Retype exactly the lines from the line with "List the street" to the end of the data, keeping both boundary lines.

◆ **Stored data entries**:
● ● ● ●

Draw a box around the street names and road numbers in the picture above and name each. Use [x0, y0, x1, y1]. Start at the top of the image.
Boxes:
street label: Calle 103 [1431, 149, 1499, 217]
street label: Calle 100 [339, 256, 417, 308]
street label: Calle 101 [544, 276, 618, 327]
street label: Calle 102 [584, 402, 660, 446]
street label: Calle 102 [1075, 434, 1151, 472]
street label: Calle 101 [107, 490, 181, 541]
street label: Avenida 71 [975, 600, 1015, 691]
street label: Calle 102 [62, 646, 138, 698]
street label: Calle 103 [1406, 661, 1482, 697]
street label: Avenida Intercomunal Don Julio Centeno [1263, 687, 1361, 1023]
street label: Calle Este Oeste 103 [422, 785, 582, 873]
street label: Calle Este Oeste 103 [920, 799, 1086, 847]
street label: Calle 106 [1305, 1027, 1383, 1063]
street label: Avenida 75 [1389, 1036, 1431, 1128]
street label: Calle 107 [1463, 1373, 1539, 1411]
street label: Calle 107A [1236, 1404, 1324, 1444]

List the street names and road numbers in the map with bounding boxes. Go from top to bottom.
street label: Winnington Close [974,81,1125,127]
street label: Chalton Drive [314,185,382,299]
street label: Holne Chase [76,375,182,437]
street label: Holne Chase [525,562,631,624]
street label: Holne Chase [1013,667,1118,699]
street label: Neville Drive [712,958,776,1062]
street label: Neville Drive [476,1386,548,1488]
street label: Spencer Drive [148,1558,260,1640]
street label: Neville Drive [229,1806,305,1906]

● ● ● ●

◆ **YOUR RESPONSE**:
List the street names and road numbers in the map with bounding boxes. Go from top to bottom.
street label: Winnington Close [974,81,1125,127]
street label: Chalton Drive [314,185,382,299]
street label: Holne Chase [76,375,182,437]
street label: Holne Chase [525,562,631,624]
street label: Holne Chase [1013,667,1118,699]
street label: Neville Drive [712,958,776,1062]
street label: Neville Drive [476,1386,548,1488]
street label: Spencer Drive [148,1558,260,1640]
street label: Neville Drive [229,1806,305,1906]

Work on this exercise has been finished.